SC has lately become a fan of a reality TV show on NBC called Three Wishes. Whereas typical reality shows are focused on pushing people to do their worst (think Jackass, Fear Factor, or in a slightly different vein, American Idol), Three Wishes is an uplifting show where ordinary people with hard luck have their lives changed through the efforts of the show's crew. Examples of this have included the gift of a device that helps calm stuttering to a college student who dreamed of running for office, and helping a child with traumatic head injuries be able to play outside again. For the most part, the things they help out with are a matter of lacking money or influence, and by coming through with a decent production budget (and the generosity of various donors), there's a lot they can do to make people's lives better.
However, Friday night's episode featured a wish that might have been a costly mistake for the show's producers. It featured a high school student born with a leg condition that left him unable to play any sort of sports. In lieu of being an athlete, he had spent his high school years as the trainer for the school's football team. No operation or prosthetic could fix this one, but the team's players had approached the show's producers hoping that they could do something nice for him anyway.
Rather than just asking the student what he might wish for, cast member Diane Mizota took him out on the school's football field after a game, and had him whisper her his wish during a ceremony to honor his efforts. At this point in the show, the exact nature of the wish was not revealed to the viewer.
Later, it turned out that his wish had been:
I want to be an NFL trainer and do something special for my team.
The first half of this wish was fulfilled by arranging for him to spend next summer as an intern with the Cleveland Browns. But now, we finally get to the crucial linguistic problem.
There are two ways in which that sentence's referring expressions (aside from the "I", which we know is the student) might be interpreted (pay attention to the subscripts):
1) I want to be an [NFL (team)]i trainer and do something special for [my team]i.
2) I want to be an [NFL (team)]i trainer and do something special for [my team]j.
The first sentence expresses the idea that he wants to be an NFL trainer and do something special for the NFL team employing him, which presumably would be accomplished by acting in his capacity as trainer. The second sentence really expresses two wishes: that he wants to be an NFL trainer, and that he wants to do something for his high school team. The show's producers assumed that #2 was the case, and arranged for each member of the team to receive an LCD HDTV set from Dell. Whereas the first parse cost them no more than whatever the Browns might have charged for their participation, the second one added minimally $600 times whatever the number of players on the team was. Figuring on a 40-man roster, that's $24,000, and that assumes they were just monitor-sized, which did not look to be the case.

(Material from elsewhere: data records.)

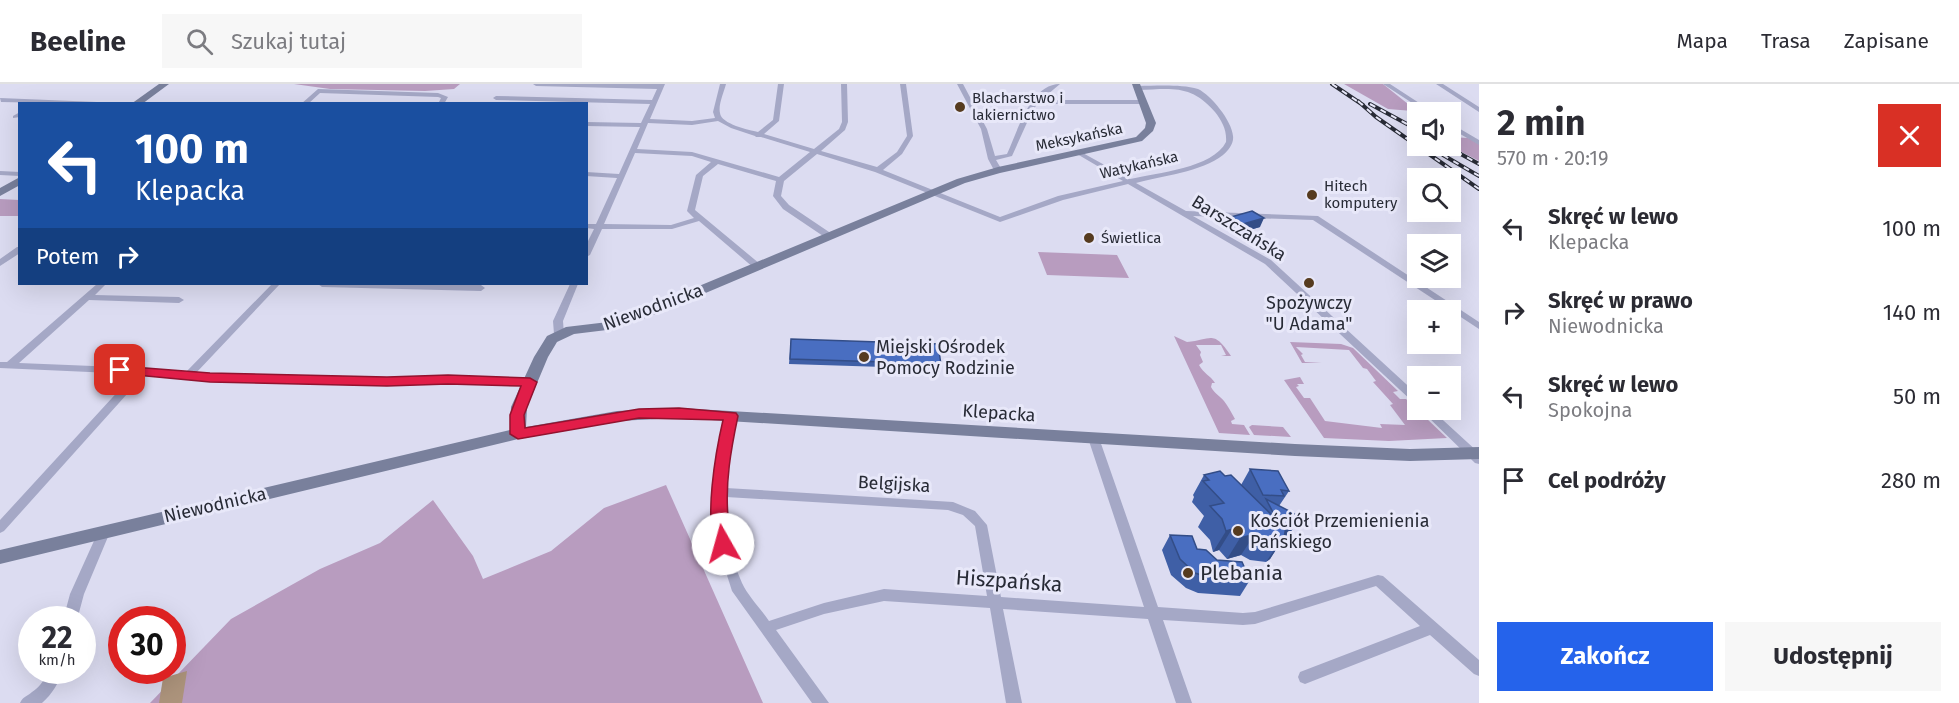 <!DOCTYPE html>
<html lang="pl">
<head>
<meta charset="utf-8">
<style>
  body { margin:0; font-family:"Fira Sans",sans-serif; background:#f7f7f7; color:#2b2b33; height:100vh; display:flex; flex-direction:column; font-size:22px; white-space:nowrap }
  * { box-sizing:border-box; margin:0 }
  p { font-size:20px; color:#7c7c81 }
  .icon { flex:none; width:33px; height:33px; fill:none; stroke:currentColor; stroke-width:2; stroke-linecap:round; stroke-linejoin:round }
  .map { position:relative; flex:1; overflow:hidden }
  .drawer { display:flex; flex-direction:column; background:#fff; width:480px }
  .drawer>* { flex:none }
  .banner { position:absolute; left:18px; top:18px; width:570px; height:183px; border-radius:0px; box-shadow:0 6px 24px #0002; background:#1a4fa0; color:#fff; overflow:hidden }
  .buttons { position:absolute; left:1407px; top:18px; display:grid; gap:12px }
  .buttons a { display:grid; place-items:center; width:54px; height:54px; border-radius:0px; background:#fff; box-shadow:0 6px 24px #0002; font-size:30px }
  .speed { position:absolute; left:18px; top:522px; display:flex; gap:12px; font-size:30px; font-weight:700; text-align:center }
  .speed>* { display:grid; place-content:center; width:78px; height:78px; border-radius:50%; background:#fff; box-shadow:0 6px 24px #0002; line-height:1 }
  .speed small { font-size:15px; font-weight:400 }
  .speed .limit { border:9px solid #d22; background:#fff; color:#111 }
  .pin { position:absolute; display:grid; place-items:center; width:51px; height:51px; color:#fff; margin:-26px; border-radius:12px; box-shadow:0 3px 9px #0006 }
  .me { position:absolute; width:66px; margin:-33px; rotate:353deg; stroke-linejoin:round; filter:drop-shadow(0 0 4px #0008) }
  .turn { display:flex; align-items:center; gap:21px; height:126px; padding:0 18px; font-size:27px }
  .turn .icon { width:78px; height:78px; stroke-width:2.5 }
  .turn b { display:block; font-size:42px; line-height:51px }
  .then { display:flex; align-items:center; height:57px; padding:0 18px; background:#0003; gap:12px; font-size:22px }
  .round { display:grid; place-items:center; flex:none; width:63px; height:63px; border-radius:0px; background:#f7f7f7 }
  .headline { display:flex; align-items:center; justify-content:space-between; height:102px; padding:0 18px }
  h1 { font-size:36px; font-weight:700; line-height:45px }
  .button { display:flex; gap:12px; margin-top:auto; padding:12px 18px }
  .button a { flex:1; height:69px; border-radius:0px; background:#2563eb; color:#fff; font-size:24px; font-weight:700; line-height:69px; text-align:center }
  .button a+a { background:#f7f7f7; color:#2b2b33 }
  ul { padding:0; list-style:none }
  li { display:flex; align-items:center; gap:18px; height:84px; padding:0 18px }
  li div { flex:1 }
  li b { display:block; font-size:22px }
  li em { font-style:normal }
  header { display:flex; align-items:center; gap:36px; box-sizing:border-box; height:84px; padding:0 30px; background:#fff; border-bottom:2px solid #e1e1e2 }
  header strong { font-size:28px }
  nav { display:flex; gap:33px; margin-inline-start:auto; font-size:21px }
  .search { width:420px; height:54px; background:#f7f7f7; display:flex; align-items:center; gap:15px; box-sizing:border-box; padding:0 21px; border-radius:0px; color:#7c7c81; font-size:22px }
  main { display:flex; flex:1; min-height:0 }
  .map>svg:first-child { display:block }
  .green { fill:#b89cbf }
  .water { fill:#ad947c }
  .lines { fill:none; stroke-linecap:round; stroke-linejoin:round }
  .street { fill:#a5a8c6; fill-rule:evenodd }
  .secondary { fill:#79809c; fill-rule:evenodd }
  .rail-casing { stroke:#282b36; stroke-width:4 }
  .rail { stroke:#e8e8f9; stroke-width:2; stroke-dasharray:6; stroke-linecap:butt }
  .wall { fill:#3f5fa6 }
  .shaded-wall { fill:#334d87 }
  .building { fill:#496ec1; stroke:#334d87; stroke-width:1.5 }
  .route { fill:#e11d48; stroke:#92132f; stroke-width:1.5 }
  .poi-dot { fill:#563b1f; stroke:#e8e8f9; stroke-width:2 }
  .labels { text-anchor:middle; stroke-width:6; stroke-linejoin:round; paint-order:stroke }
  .far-poi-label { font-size:15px; fill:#282b36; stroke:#e8e8f9; text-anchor:start }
  .far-street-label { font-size:15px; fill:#282b36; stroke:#e8e8f9 }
  .street-label { font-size:18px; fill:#282b36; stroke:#e8e8f9 }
  .poi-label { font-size:18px; fill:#282b36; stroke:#e8e8f9; text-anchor:start }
  .near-poi-label { font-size:21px; fill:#282b36; stroke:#e8e8f9; text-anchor:start }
  .near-street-label { font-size:21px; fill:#282b36; stroke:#e8e8f9 }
</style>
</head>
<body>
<header>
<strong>Beeline</strong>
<div class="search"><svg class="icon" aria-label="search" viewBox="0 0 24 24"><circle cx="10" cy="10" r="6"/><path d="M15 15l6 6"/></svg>Szukaj tutaj</div>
<nav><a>Mapa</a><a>Trasa</a><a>Zapisane</a></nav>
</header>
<main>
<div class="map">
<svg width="1479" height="619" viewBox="0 0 1479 619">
  <rect width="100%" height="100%" fill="#dcdcf1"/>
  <path class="green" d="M 294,0 L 460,0 L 454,5 L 425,7 L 330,5 Z
    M 1344,0 L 1383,0 L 1408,20 L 1425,28 L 1388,25 Z
    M 1451,53 L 1468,54 L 1479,60 L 1479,77 L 1450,62 Z
    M 0,115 L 19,116 L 19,132 L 0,132 Z
    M 1038,168 L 1117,171 L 1129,194 L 1047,191 Z
    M 1174,252 L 1187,258 C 1212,256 1213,245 1231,272 L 1221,272 L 1226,271 L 1221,261 L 1196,261 L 1201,268 L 1200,271 L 1203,278 L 1199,281 C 1204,290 1210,291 1215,299 L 1212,299 L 1211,303 C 1215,310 1220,312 1224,317 C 1228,322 1231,328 1235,335 L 1231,337 L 1232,340 L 1244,341 L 1250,351 L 1219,349 Z
    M 1290,258 L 1341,260 L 1353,264 L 1398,307 L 1393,308 L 1400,315 L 1406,315 L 1447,354 L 1389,357 L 1324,354 L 1284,296 L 1300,293 L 1304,300 L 1297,300 L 1299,302 L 1296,303 L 1304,314 L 1310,314 L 1325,337 L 1382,344 L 1380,340 L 1405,341 L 1390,321 L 1393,320 L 1373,298 L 1376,297 L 1367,285 L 1363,284 L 1349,266 L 1296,263 L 1303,270 L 1301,271 L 1305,278 L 1322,279 L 1302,279 Z
    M 1252,341 L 1283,343 L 1291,353 L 1254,351 L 1249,343 Z
    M 666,401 L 763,619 L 150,619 L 231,535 L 320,485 L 380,459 L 433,416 L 473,472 L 483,495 L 551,467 L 604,424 Z"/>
  <path class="water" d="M 187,587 L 182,619 L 159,619 L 163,594 Z"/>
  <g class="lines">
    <path class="street" d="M 533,0 L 665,0 L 650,35 L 692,37 L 715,34 L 713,28 L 720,0 L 726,0 C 724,8 718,21 720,29 C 721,40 749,46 758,48 L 773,36 L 778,0 L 784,0 L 779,37 L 764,50 L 814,65 L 839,45 L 842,38 L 841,0 L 847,0 L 848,38 L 845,46 L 821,67 L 877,83 L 897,68 L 907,52 L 900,0 L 906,0 L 913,52 L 902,70 L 883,86 L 1000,133 L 1058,112 L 1123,97 L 1077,70 L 1077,68 L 1081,68 L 1130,95 C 1157,89 1213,84 1226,58 C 1227,46 1222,37 1215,28 C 1191,0 1172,5 1138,6 L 1135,4 L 1138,2 C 1156,2 1180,0 1198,5 C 1211,11 1232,37 1233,52 C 1234,59 1229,66 1223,71 C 1202,88 1161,92 1136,99 L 1186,127 L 1318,132 L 1479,238 L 1479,245 L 1313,136 L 1193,132 L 1271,176 L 1418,311 L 1418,320 L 1414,319 L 1265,180 L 1128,100 L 1063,116 L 1000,138 L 875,88 L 817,70 L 784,97 L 781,112 L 789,121 L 832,150 L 832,154 L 826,154 L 783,125 L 773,112 L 776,97 L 718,80 L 703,92 L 695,126 L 760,180 L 760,184 L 754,184 L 699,137 L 672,145 L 602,145 L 590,171 L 586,173 L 586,161 L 594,145 L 586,144 L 586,140 L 596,140 L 617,94 L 586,92 L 586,88 L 619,90 L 640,43 L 586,42 L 586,38 L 641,39 L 650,20 L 496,16 L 493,14 L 496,12 L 652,16 L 657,5 L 536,2 ZM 718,37 L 731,44 L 755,52 L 756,53 L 761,53 L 810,68 L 779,93 L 692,68 L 637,65 L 648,39 L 692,41 ZM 635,69 L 692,72 L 711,78 L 696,91 L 687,127 L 694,134 L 671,141 L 604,140 Z
      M 957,0 L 963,0 L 987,45 L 995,72 L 1007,70 C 1018,47 1030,0 1060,0 L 1041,16 L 1144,16 L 1147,18 L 1144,20 L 1037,20 L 1030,32 L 1012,72 L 996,76 L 1002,86 L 998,88 L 995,88 L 988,75 L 981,45 Z
      M 1383,0 L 1390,0 L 1433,28 L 1426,28 Z
      M 1436,0 L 1443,0 L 1479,23 L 1479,28 Z
      M 318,5 L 438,9 L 448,13 L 444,20 L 438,20 L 441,14 L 438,13 L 320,9 L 308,20 L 301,20 Z
      M 0,14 L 97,18 L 100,20 L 1,18 Z
      M 20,28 L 20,33 L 13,34 L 13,32 Z
      M 1450,39 L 1479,56 L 1479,61 L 1450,44 Z
      M 0,87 L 20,88 L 20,92 L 0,91 Z
      M 17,163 L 20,163 L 20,169 L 0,182 L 0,175 Z
      M 97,200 L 106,200 L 95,211 L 179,213 L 184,216 L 179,219 L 89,216 L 19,279 L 142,284 L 186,288 L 272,200 L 280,200 L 196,289 L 388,295 L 448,292 L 530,295 L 535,298 L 530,301 L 448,298 L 388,301 L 210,296 L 145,290 L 4,447 L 0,449 L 0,436 L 134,290 L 0,284 L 0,278 L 7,278 Z
      M 318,200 L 481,201 L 485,204 L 481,207 L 322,203 Z
      M 570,200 L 578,200 L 563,237 L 564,250 L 559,253 L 554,250 L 553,237 Z
      M 1421,326 L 1432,326 L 1479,369 L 1479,380 L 1475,379 Z
      M 731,328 L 736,332 L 728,368 L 726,404 L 953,418 L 975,427 L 987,441 L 1001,513 L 1144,523 L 1088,354 L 1090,351 L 1098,351 L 1158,523 L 1243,529 L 1255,528 L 1378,491 L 1383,492 L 1479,576 L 1479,592 L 1474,590 L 1430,551 L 1305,600 L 1300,598 L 1298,593 L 1300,588 L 1420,542 L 1376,502 L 1255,540 L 1243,541 L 1163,536 L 1192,619 L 1176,619 L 1148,535 L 1003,525 L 1022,619 L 1006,619 L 990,524 L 884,517 L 824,530 L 776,546 L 829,619 L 812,619 L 732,507 L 717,460 L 713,430 L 716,368 L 726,332 ZM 726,413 L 948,426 L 963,431 L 975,442 L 987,512 L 884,505 L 824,519 L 769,537 C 761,525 748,512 742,499 C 730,472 725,442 726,413 Z
      M 104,443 L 108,445 L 110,448 L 84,510 L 77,536 L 63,536 L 70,510 L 98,448 L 100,445 Z
      M 49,586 L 63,586 C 59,599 52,610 42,619 L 20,619 C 23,612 27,613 32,608 C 40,603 45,595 49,586 Z"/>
    <path class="secondary" d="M 159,0 L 169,0 L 142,20 L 131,20 Z
      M 1132,0 L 1140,0 L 1156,39 L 1153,47 L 1142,57 L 1000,89 L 965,99 L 656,230 L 615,245 L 574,250 L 557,258 L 548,273 L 527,323 L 526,343 L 617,327 L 679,324 L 1295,360 L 1410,365 L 1479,363 L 1479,375 L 1410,377 L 1295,372 L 679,334 L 617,337 L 518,355 L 0,480 L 0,466 L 510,346 L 511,323 L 534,273 L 547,252 L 566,243 L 608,238 L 646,224 L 957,95 L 998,83 L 1136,53 L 1145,44 L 1146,39 Z
      M 20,93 L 20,101 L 0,112 L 0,104 Z"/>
    <g class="rail-casing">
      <path id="rail" d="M 1332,0 L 1363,21
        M 1358,17 L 1376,33 L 1479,105
        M 1370,20 L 1418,46
        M 1446,62 L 1479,80
        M 1443,71 L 1479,92"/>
    </g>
    <use href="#rail" class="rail"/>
  </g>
  <path class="wall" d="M 1231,133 L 1260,143 L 1239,149 L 1227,142 Z
    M 791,255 L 941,281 L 940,286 L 884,283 L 789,280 Z
    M 1250,385 L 1289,407 L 1279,422 L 1295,430 L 1292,435 L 1296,440 L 1282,461 L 1279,461 L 1270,475 L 1266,478 L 1250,476 L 1241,471 L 1227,475 L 1219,466 L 1213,468 L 1210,456 L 1198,443 L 1204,432 L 1192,418 L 1194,413 L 1193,411 L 1204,391 L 1225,392 L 1241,401 Z
    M 1170,451 L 1197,465 L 1250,496 L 1240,512 L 1198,509 L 1186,504 L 1171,491 L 1162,466 Z"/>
  <path class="shaded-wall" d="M 1264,134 L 1260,143 L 1239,149 L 1243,140 Z
    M 1296,440 L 1282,461 L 1279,461 L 1270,475 L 1266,478 L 1280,457 L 1286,442 Z
    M 1232,445 L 1219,466 L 1213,468 L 1226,447 Z
    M 1255,450 L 1241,471 L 1227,475 L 1240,454 Z"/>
  <path class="building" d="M 1252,127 L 1264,134 L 1243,140 L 1231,133 Z
    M 791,255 L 938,260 L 941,281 L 884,278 L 790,275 Z
    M 1250,385 L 1278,387 L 1289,407 L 1281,406 L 1284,412 L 1263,411 Z
    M 1220,387 L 1225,392 L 1231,391 L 1277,436 L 1266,415 L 1295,430 L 1288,431 L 1296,440 L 1286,442 L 1284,454 L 1280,457 L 1264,456 L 1255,450 L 1240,454 L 1232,445 L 1226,447 L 1222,435 L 1210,422 L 1224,419 L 1203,397 L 1209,396 L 1204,391 Z
    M 1170,451 L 1192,452 L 1197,465 L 1206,466 L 1217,476 L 1242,478 L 1250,496 L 1208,493 L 1195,489 L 1180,475 Z"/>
  <path class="route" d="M 120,282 L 210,289 L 387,293 L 448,291 L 530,294 L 537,298 L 524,331 L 525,344 L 639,325 L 679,324 L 736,329 L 738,332 C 731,365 725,399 728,432 C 728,442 734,456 729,465 L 723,467 L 717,465 C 703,438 716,366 723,336 L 639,334 L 518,355 L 510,350 L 510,331 L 521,302 L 448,300 L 387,302 L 210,298 L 115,289 L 113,286 L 115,283 Z"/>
  <g class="poi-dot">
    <circle cx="960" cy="23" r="6"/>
    <circle cx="1312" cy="111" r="6"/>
    <circle cx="1089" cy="154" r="6"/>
    <circle cx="1309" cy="199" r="6"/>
    <circle cx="864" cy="273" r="6"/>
    <circle cx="1238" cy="447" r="6"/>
    <circle cx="1188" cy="489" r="6"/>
  </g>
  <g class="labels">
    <g class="far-poi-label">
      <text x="972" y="19">Blacharstwo i<tspan x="972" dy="17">lakiernictwo</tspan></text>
      <text x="1324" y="107">Hitech<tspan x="1324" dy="17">komputery</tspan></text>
      <text x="1101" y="159">Świetlica</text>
    </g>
    <g class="far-street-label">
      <text transform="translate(1079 53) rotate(-12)" y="5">Meksykańska</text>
      <text transform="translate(1139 81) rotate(-13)" y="5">Watykańska</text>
    </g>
    <g class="street-label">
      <text transform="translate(1239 144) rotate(32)" y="6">Barszczańska</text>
      <text transform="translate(653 223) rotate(-20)" y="6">Niewodnicka</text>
      <text transform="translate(999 329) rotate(4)" y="6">Klepacka</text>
      <text transform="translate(894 400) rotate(3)" y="6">Belgijska</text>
      <text transform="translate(215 421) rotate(-13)" y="6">Niewodnicka</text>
    </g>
    <g class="poi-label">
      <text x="1309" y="225" text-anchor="middle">Spożywczy<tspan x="1309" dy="21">"U Adama"</tspan></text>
      <text x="876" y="269">Miejski Ośrodek<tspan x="876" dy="21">Pomocy Rodzinie</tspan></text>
      <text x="1250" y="443">Kościół Przemienienia<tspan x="1250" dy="21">Pańskiego</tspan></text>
    </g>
    <g class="near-poi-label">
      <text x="1200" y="496">Plebania</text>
    </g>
    <g class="near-street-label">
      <text transform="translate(1009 497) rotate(4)" y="7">Hiszpańska</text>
    </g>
  </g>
</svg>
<div class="buttons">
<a><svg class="icon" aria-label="sound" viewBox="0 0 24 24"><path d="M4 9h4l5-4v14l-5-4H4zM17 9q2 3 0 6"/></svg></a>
<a><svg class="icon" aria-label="search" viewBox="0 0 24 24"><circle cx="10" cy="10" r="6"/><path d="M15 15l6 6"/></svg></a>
<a><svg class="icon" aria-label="layers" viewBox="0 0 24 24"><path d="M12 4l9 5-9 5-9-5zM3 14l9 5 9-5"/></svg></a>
<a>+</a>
<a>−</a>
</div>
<div class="speed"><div>22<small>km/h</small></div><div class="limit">30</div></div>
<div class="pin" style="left:120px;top:286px;background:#d93025"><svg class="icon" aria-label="arrive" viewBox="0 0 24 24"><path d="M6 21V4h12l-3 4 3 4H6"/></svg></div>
<svg class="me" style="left:723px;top:460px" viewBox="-20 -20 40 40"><circle r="19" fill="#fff"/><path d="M0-13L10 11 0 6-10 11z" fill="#e11d48"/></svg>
<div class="banner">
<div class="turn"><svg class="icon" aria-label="left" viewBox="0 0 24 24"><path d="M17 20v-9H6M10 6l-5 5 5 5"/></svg><div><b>100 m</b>Klepacka</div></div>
<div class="then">Potem<svg class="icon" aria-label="right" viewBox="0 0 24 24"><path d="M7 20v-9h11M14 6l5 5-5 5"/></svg></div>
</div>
</div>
<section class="drawer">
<div class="headline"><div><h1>2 min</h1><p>570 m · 20:19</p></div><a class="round" style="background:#d93025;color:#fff"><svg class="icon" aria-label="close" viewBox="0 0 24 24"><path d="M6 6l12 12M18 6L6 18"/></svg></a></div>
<ul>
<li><svg class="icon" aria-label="left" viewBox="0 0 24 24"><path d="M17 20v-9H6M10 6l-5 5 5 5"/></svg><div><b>Skręć w lewo</b><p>Klepacka</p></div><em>100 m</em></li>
<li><svg class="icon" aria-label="right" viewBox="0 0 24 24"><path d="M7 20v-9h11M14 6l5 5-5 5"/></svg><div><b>Skręć w prawo</b><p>Niewodnicka</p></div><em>140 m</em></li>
<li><svg class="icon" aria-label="left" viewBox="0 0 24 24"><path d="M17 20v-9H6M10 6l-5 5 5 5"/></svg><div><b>Skręć w lewo</b><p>Spokojna</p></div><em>50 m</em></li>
<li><svg class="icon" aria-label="arrive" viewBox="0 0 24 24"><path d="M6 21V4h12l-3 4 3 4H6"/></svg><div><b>Cel podróży</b></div><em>280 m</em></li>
</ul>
<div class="button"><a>Zakończ</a><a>Udostępnij</a></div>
</section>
</main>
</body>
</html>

Truthfully, though, from watching this kid talk, there's no way he didn't mean #2. Your guess is as good as SC's about what else he might have meant by "do something special", but while TVs might not have an obvious connection to football ([we disagree -- the NFL, NCAA, and sports bar owners everywhere]), it was perfectly clear that his wish was being fulfilled for the right group of people. And just as clear that sometimes there really isn't any ambiguity where it would seem to be in language.